Kadınlar, sıkıştıkları an cazibelerini kullanırlar.

Kadınlar, hem sadakatsiz hem yalancıdırlar.

Kadınlar çok kurnazdır. Ne kadar zor durumda olsalar, mutlaka bir çözüm yolu bulurlar.

Kadınlar, dindar gözükmelerine karşın günah işlemekten korkmazlar.’

Beyler, hanımefendiler hiç öyle gözlerinizi aça aça bakmayın, ben kitabın yazarının yalancısıyım; Yazar da Şukasaptati’nin; Şukasaptiti, Hint Kültürü’nün…

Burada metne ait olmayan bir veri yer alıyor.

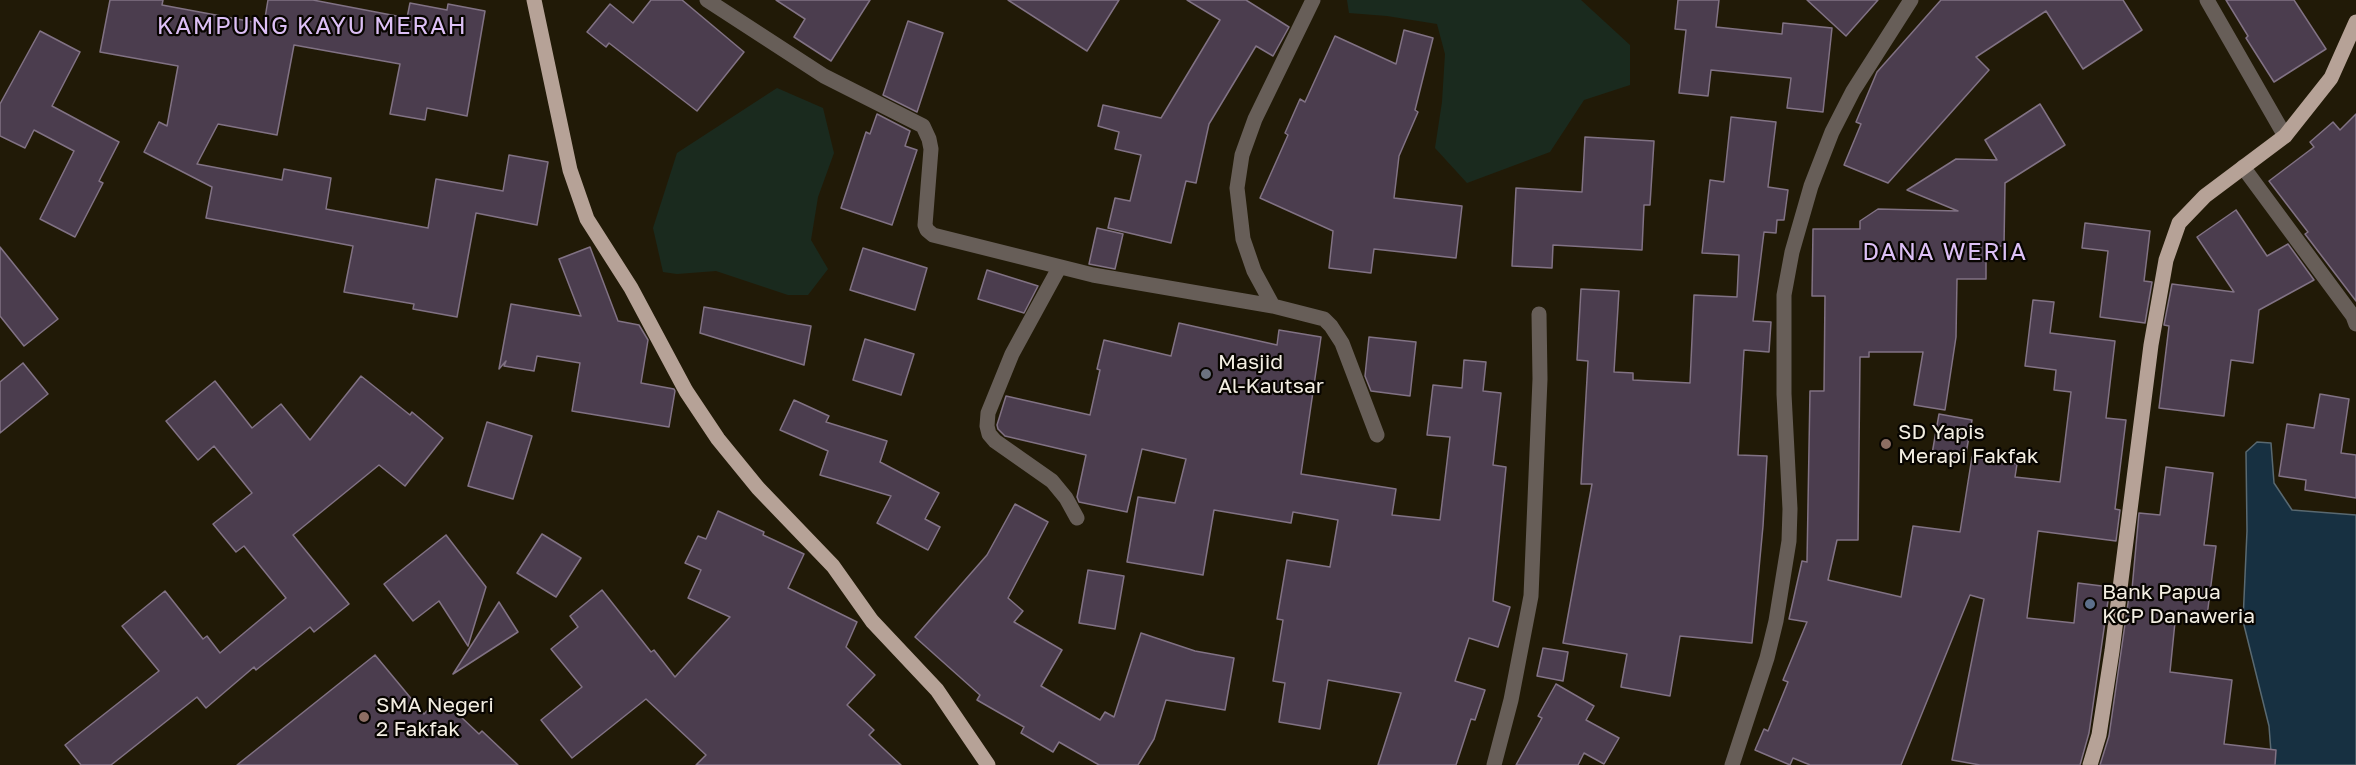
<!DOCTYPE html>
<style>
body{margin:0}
canvas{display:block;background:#211a07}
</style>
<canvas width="2356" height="765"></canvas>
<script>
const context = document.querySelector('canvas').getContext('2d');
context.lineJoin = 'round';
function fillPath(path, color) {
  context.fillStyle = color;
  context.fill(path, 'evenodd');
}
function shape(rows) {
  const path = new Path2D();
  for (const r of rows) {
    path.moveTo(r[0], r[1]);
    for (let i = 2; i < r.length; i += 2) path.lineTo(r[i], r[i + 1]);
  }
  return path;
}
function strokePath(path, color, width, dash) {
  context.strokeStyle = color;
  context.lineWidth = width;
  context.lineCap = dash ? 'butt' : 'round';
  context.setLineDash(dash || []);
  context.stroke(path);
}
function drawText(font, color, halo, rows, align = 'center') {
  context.font = font + ' "Golos Text",sans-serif';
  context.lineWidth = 4.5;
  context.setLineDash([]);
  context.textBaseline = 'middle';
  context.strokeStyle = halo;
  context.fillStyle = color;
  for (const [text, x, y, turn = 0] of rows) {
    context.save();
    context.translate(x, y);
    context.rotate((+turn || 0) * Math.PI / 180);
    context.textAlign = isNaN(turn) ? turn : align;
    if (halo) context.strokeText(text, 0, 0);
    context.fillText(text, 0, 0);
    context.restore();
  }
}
fillPath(shape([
 [1347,0,1581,0,1630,45,1630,85,1584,100,1550,152,1467,183,1435,148,1442,102,1445,54,1437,24,1387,16,1349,13],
 [777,88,823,108,834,153,818,197,811,240,828,269,808,295,788,295,716,271,677,274,663,272,653,228,677,153]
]), '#1a2a1e');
const water = shape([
 [2257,442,2271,443,2274,483,2292,510,2356,515,2356,765,2272,765,2269,726,2243,621,2247,531,2246,452,2257,442]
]);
fillPath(water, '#173041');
strokePath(water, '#596971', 1.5);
const building = shape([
 [110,0,163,0,162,5,264,24,268,0,313,0,407,18,410,3,447,10,448,4,485,11,467,116,427,108,425,120,390,114,400,64,294,45,277,135,218,124,197,164,282,180,284,169,331,178,326,209,428,228,436,179,503,191,509,155,548,162,537,225,476,213,457,317,413,309,414,304,344,292,353,246,206,218,212,187,144,152,159,122,167,126,178,66,100,52,110,0],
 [651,0,682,0,744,52,697,111,609,43,606,47,587,32,610,4,633,23,651,0],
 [776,0,870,0,831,61,794,37,805,19,776,0],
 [1008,0,1119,0,1087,51,1008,0],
 [1187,0,1246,0,1289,27,1273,56,1256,46,1209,124,1196,183,1186,181,1171,243,1108,228,1115,198,1130,201,1141,155,1115,149,1119,132,1098,126,1103,105,1161,118,1220,20,1187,0],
 [1678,0,1719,0,1716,27,1782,34,1783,23,1832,28,1823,112,1787,108,1791,78,1711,70,1708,96,1679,93,1686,30,1675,29,1678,0],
 [1807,0,1878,0,1846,36,1807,0],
 [1941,0,2123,0,2142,30,2083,69,2046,11,1976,57,1989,70,1888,183,1844,165,1861,124,1856,122,1877,72,1941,0],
 [2226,0,2294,0,2326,49,2274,82,2246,38,2248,36,2226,0],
 [908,21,943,33,917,112,883,95,908,21],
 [1404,30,1433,38,1415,110,1418,112,1399,156,1394,198,1462,206,1456,258,1374,249,1371,273,1329,268,1333,231,1260,198,1288,135,1285,133,1300,99,1305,102,1335,36,1396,64,1404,30],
 [40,31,80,52,52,106,119,142,99,181,103,183,75,237,40,219,74,151,34,130,25,148,0,136,0,104,40,31],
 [2040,104,2065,145,2005,183,2004,246,1986,246,1986,279,1957,279,1956,337,1945,410,1914,405,1923,352,1869,352,1869,357,1860,357,1858,540,1837,540,1828,580,1901,597,1913,526,1960,532,1972,457,2017,464,2015,477,2060,482,2071,392,2054,390,2056,370,2025,366,2033,300,2054,302,2050,333,2115,341,2106,418,2126,420,2115,509,2120,510,2116,541,2038,531,2027,618,2074,623,2078,583,2110,587,2089,733,2080,765,1980,765,1952,760,1984,599,1970,595,1901,765,1810,765,1793,758,1790,765,1755,750,1764,729,1768,731,1788,682,1783,680,1807,622,1789,619,1802,561,1807,562,1810,391,1824,391,1825,296,1812,296,1813,229,1860,229,1860,221,1878,209,1958,211,1907,190,1956,159,1997,160,1985,140,2040,104],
 [877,114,910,131,905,146,917,150,892,225,841,208,866,132,870,134,877,114],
 [2356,114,2356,301,2305,234,2308,232,2269,181,2314,147,2310,142,2333,122,2340,130,2356,114],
 [1731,117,1776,122,1768,187,1788,190,1784,220,1777,220,1776,233,1764,232,1753,321,1771,322,1769,352,1744,350,1738,455,1767,456,1763,526,1752,643,1680,636,1670,696,1621,687,1627,654,1563,643,1592,484,1581,484,1588,361,1577,360,1581,289,1619,291,1614,372,1633,373,1633,380,1690,383,1694,295,1737,297,1739,255,1702,253,1710,180,1724,182,1731,117],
 [1585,137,1654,141,1650,205,1644,205,1642,250,1553,245,1552,268,1512,266,1516,188,1582,192,1585,137],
 [2236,210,2267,256,2288,244,2314,280,2259,310,2253,363,2231,360,2224,416,2159,408,2169,326,2164,325,2172,284,2234,292,2197,237,2236,210],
 [2085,223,2150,231,2144,281,2152,282,2145,323,2100,317,2108,251,2082,248,2085,223],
 [1097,228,1123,234,1115,269,1089,264,1097,228],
 [0,247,58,319,24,346,0,316,0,247],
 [590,247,618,321,639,325,648,340,641,383,674,389,675,391,669,427,572,411,580,363,537,356,534,371,504,366,506,361,499,369,511,304,581,316,559,259,590,247],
 [863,248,927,268,915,310,850,290,863,248],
 [987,270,1038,286,1024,313,978,299,987,270],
 [704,307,811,326,804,365,700,333,704,307],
 [1179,323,1277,345,1279,330,1321,337,1301,474,1396,489,1392,515,1440,520,1450,437,1427,435,1433,385,1462,388,1464,360,1486,362,1483,391,1501,393,1493,465,1506,467,1493,601,1510,607,1498,647,1469,638,1455,681,1485,690,1475,720,1471,719,1456,765,1378,765,1401,693,1328,680,1320,729,1279,722,1285,683,1273,681,1283,620,1277,619,1287,560,1330,567,1338,520,1293,512,1291,523,1214,510,1203,575,1127,562,1138,497,1175,503,1186,459,1142,449,1127,512,1079,502,1077,497,1086,455,1005,436,998,429,997,425,1006,396,1090,415,1100,370,1097,369,1104,340,1171,356,1179,323],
 [1369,337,1416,342,1410,396,1371,391,1365,376,1369,337],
 [865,339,914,354,901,395,853,380,865,339],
 [23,363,48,394,0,433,0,382,23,363],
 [361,376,410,415,412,412,443,438,405,486,379,465,293,535,349,604,314,632,310,627,256,670,254,667,206,708,197,697,111,765,81,765,65,745,159,671,122,626,165,591,203,639,207,636,220,653,286,598,244,546,236,552,213,524,252,493,214,446,198,460,166,421,215,381,252,428,281,404,310,440,361,376],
 [2320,394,2349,399,2341,453,2356,455,2356,498,2305,490,2306,480,2279,476,2287,424,2314,428,2320,394],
 [794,400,829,416,826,422,887,441,880,462,939,493,925,519,940,527,928,550,877,523,891,496,820,475,828,451,780,430,794,400],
 [1939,414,1972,420,1965,459,1932,454,1939,414],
 [487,422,532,436,513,499,468,486,487,422],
 [2166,467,2213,473,2204,545,2216,546,2207,616,2176,612,2170,672,2232,680,2224,744,2276,750,2275,765,2100,765,2109,736,2130,589,2132,589,2139,513,2160,515,2166,467],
 [1015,504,1048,522,1008,598,1023,611,1014,622,1062,650,1041,686,1100,720,1105,712,1114,717,1141,633,1195,651,1234,658,1225,710,1166,700,1154,739,1138,765,1099,765,1059,742,1053,752,1021,733,1024,727,977,700,980,695,915,637,987,555,1015,504],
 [718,511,764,532,763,535,804,554,788,588,857,622,846,647,875,675,847,705,874,730,869,735,901,765,696,765,706,755,646,699,572,758,541,720,582,687,551,649,578,627,570,616,602,590,651,652,654,650,675,677,730,617,688,598,701,570,685,563,698,536,706,539,718,511],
 [542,534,581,558,556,597,517,573,542,534],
 [446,535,486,587,468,646,439,601,413,621,384,584,446,535],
 [1088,570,1124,576,1115,629,1079,623,1088,570],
 [499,602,518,632,453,674,499,602],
 [1543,648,1568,652,1563,681,1537,676,1543,648],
 [375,655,424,714,440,697,479,734,482,731,518,765,237,765,375,655],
 [1556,684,1594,706,1586,720,1619,738,1604,764,1584,753,1578,765,1516,765,1542,718,1538,716,1556,684]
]);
fillPath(building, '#4b3d4e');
strokePath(building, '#817284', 1.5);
strokePath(shape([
 [707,0,824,76,923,126,929,139,931,149,925,225,927,230,933,235,1093,275,1273,306,1324,319,1331,326,1342,343,1377,435],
 [2207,0,2285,136],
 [2243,167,2353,316,2356,324],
 [1059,268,1012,354,988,413,987,426,989,434,995,441,1052,481,1066,498,1077,518],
 [1273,306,1254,271,1243,239,1237,188,1242,155,1255,119,1313,0],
 [1494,765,1511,700,1531,596,1540,379,1539,314],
 [1732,765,1767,658,1776,621,1789,541,1790,509,1784,394,1784,295,1792,252,1811,186,1832,132,1853,91,1911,0]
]), '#675e58', 15);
strokePath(shape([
 [534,0,570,170,587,219,631,288,686,391,718,439,758,488,833,566,872,621,937,690,988,765],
 [2090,765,2099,735,2112,651,2151,345,2166,260,2179,223,2205,196,2285,136,2331,78,2356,22]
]), '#b6a297', 15);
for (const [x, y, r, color] of [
 [1206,374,6,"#6b7280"],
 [1886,444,6,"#8d6e63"],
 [2090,604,6,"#5c6f8a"],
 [364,717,6,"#8d6e63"]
]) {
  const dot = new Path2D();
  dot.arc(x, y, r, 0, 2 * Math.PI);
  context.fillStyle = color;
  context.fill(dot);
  strokePath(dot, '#080501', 2);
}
drawText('21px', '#f3eee2', '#080501', [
 ["Masjid",1218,362],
 ["Al-Kautsar",1218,386],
 ["SD Yapis",1898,432],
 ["Merapi Fakfak",1898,456],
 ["Bank Papua",2102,592],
 ["KCP Danaweria",2102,616],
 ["SMA Negeri",376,705],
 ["2 Fakfak",376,729]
], 'left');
context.letterSpacing = '1.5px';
drawText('24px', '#ddc0f6', '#080501', [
 ["KAMPUNG KAYU MERAH",312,26],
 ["DANA WERIA",1945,252]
]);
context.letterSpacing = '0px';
</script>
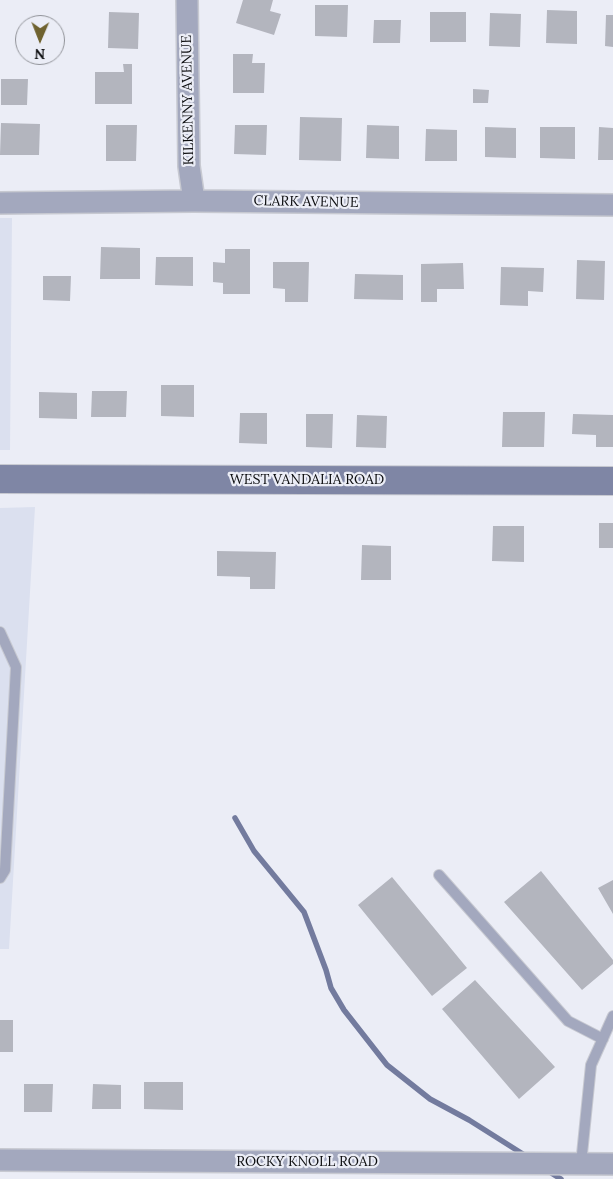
<!DOCTYPE html>
<style>
body{margin:0}
#map{position:relative;width:613px;height:1179px;overflow:hidden;background:#ebedf6;font-family:Lora,serif}
canvas{display:block}
.north{position:absolute;left:15px;top:15px;width:50px;height:50px;box-sizing:border-box;background:#ebedf6;border:1px solid #919399;border-radius:50%;rotate:181deg;font-size:14px;font-weight:700;line-height:20px;text-align:center;color:#0b0c0e}
.north::after{content:'';display:block;margin:auto;width:18px;height:22px;background:#6f622f;clip-path:polygon(50% 0,100% 100%,50% 72%,0 100%)}
</style>
<div id="map">
<canvas width="613" height="1179"></canvas>
<div class="north">N</div>
</div>
<script>
const g = document.querySelector('canvas').getContext('2d');
g.lineJoin = 'round';
function fill(path, color) {
  g.fillStyle = color;
  g.fill(path, 'evenodd');
}
function shape(rows) {
  const path = new Path2D();
  for (const r of rows) {
    path.moveTo(r[0], r[1]);
    for (let i = 2; i < r.length; i += 2) path.lineTo(r[i], r[i + 1]);
  }
  return path;
}
function trace(path, color, width, dash) {
  g.strokeStyle = color;
  g.lineWidth = width;
  g.lineCap = dash ? 'butt' : 'round';
  g.setLineDash(dash || []);
  g.stroke(path);
}
function drawText(font, color, halo, rows, align = 'center') {
  g.font = font + ' Lora,serif';
  g.lineWidth = 4.5;
  g.setLineDash([]);
  g.textBaseline = 'middle';
  g.strokeStyle = halo;
  g.fillStyle = color;
  for (const [text, x, y, turn = 0] of rows) {
    g.save();
    g.translate(x, y);
    g.rotate((+turn || 0) * Math.PI / 180);
    g.textAlign = isNaN(turn) ? turn : align;
    if (halo) g.strokeText(text, 0, 0);
    g.fillText(text, 0, 0);
    g.restore();
  }
}
fill(shape([
 [0,218,12,218,10,450,0,450],
 [35,507,9,949,0,949,0,508]
]), '#dbe0ef');
trace(shape([
 [235,818,254,851,304,912,326,970,331,988,344,1010,387,1065,430,1099,469,1120,526,1156],
 [548,1171,561,1179]
]), '#737b9e', 5.5);
fill(shape([
 [243,0,273,0,270,11,281,14,274,35,236,23],
 [315,5,348,5,347,37,315,36],
 [547,10,577,11,577,44,546,43],
 [109,12,139,13,138,49,108,48],
 [430,12,466,12,466,42,430,42],
 [490,13,521,14,520,47,489,46],
 [606,15,613,15,613,47,605,46],
 [374,20,401,20,400,43,373,43],
 [233,54,253,54,252,63,265,63,264,93,233,93],
 [123,64,132,64,132,104,95,104,95,72,124,72],
 [1,79,28,79,27,105,1,105],
 [473,89,489,90,488,103,473,103],
 [300,117,342,118,341,161,299,160],
 [1,123,40,124,39,155,0,155],
 [106,125,137,125,136,161,106,161],
 [235,125,267,125,266,155,234,154],
 [367,125,399,126,399,159,366,158],
 [485,127,516,128,516,158,485,157],
 [540,127,575,127,575,159,540,158],
 [599,127,613,128,613,160,598,160],
 [426,129,457,130,457,161,425,161],
 [101,247,140,248,140,279,100,279],
 [225,249,250,249,250,294,223,294,223,283,213,282,213,262,225,263],
 [156,257,193,257,193,286,155,285],
 [577,260,605,261,604,300,576,299],
 [273,262,309,262,308,302,285,302,285,289,273,288],
 [463,263,464,289,437,289,437,302,421,302,421,264],
 [501,267,544,268,543,292,528,291,528,306,500,305],
 [355,274,403,275,403,300,354,299],
 [43,276,71,276,70,301,43,300],
 [161,385,194,385,194,417,161,416],
 [92,391,127,391,126,417,91,417],
 [39,392,77,393,77,419,39,418],
 [503,412,545,412,544,447,502,447],
 [240,413,267,413,267,444,239,443],
 [306,414,333,414,332,448,306,447],
 [573,414,613,415,613,447,596,447,596,435,572,434],
 [357,415,387,416,386,448,356,447],
 [599,523,613,523,613,548,599,548],
 [493,526,524,526,524,562,492,561],
 [362,545,391,546,391,580,361,580],
 [217,551,276,552,275,589,250,589,250,577,217,576],
 [541,871,613,960,613,964,582,990,504,902],
 [392,877,467,968,432,996,358,905],
 [613,880,613,914,598,888],
 [475,980,555,1067,519,1099,442,1009],
 [0,1020,13,1020,13,1052,0,1052],
 [144,1082,183,1082,183,1110,144,1109],
 [24,1084,53,1084,52,1112,24,1112],
 [93,1084,121,1085,121,1109,92,1109]
]), '#b3b5be');
const service = shape([
 [0,632,16,667,5,870,0,878],
 [439,875,568,1021,603,1039],
 [581,1164,591,1065,613,1016]
]);
const minor = shape([
 [187,0,189,166,194,201],
 [0,203,194,201,613,205],
 [0,1160,613,1164]
]);
const secondary = shape([
 [0,479,613,481]
]);
trace(service, '#c7c9d1', 12);
trace(minor, '#c7c9d1', 24);
trace(secondary, '#c7c9d1', 30);
trace(service, '#a3a8be', 10);
trace(minor, '#a3a8be', 21);
trace(secondary, '#7f86a5', 28);
drawText('14px', '#0b0c0e', '#ebedf6', [
 ["KILKENNY AVENUE",188,100,-91],
 ["CLARK AVENUE",306,202,1],
 ["WEST VANDALIA ROAD",307,480],
 ["ROCKY KNOLL ROAD",307,1162]
]);
</script>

O zaman sondan başa doğru kitabı anlatayım size, kendiniz karar verin… Öncelikle yazarın birçok açıklama ile belirttiği üzere kitabı anlamak için Hint Kültürünü bilmek gerekir.

Hindistan’da halk kast sistemine göre yaşar. Buna göre;

1. Din adamları(Brahnanlar)

2. Yönetici ve askerler

3. Tüccarlar (Ticaret, tarım ve hayvancılıkla uğraşırlar.)

4. İşçiler vs. (Mabetlere bile alınmayacak kadar kirli ve basit olduğu düşünülen, vasıfsız kesim)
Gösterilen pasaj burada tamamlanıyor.